EXERCISE:
Your response should consist of one number, the count of lines below that contain "JSON".

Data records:
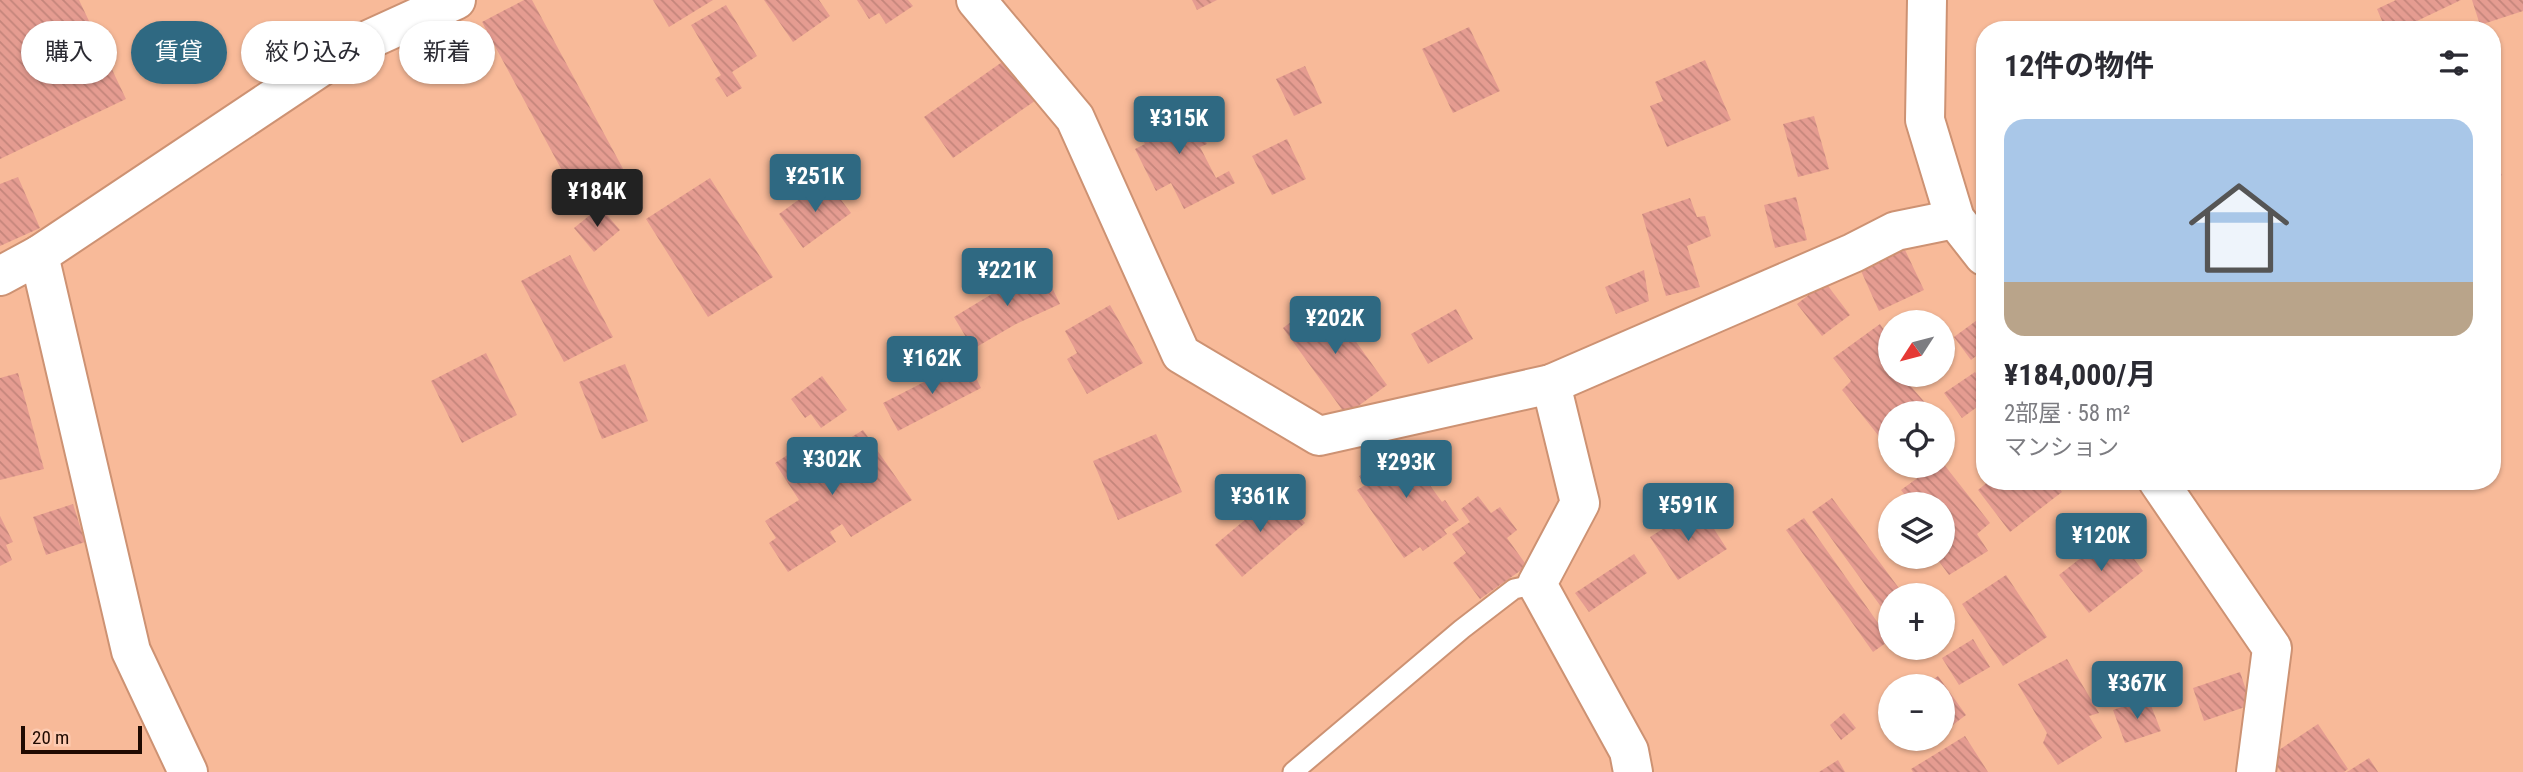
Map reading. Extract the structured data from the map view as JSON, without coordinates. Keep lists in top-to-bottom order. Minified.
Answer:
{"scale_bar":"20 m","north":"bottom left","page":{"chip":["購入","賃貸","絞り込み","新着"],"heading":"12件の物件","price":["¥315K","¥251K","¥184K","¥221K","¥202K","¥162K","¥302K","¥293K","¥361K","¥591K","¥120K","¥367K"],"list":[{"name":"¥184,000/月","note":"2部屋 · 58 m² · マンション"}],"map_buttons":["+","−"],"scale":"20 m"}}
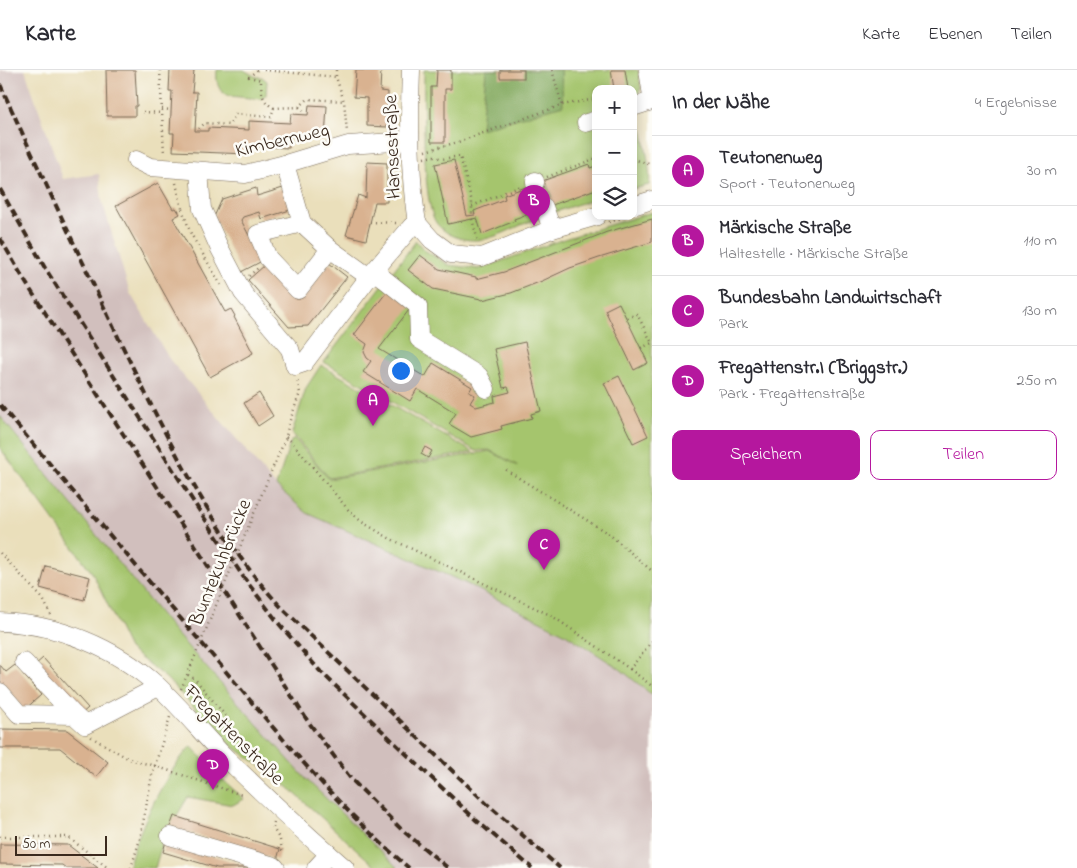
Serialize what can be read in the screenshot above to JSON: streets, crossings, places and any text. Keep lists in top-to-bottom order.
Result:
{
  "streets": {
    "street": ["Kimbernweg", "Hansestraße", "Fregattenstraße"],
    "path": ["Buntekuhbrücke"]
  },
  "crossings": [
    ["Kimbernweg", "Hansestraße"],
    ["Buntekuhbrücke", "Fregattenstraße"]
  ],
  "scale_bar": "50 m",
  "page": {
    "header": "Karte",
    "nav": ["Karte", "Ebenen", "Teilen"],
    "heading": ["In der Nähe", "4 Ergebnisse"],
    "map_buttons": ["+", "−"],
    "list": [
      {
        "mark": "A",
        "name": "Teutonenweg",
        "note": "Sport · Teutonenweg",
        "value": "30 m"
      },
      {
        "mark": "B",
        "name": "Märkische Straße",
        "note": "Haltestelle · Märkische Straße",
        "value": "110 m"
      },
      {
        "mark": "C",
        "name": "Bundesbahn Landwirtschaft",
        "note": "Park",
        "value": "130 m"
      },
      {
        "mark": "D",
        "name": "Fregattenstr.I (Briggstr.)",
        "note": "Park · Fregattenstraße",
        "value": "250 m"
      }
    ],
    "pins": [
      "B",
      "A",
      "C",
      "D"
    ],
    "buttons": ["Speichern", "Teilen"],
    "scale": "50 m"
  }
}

ANSWER:
2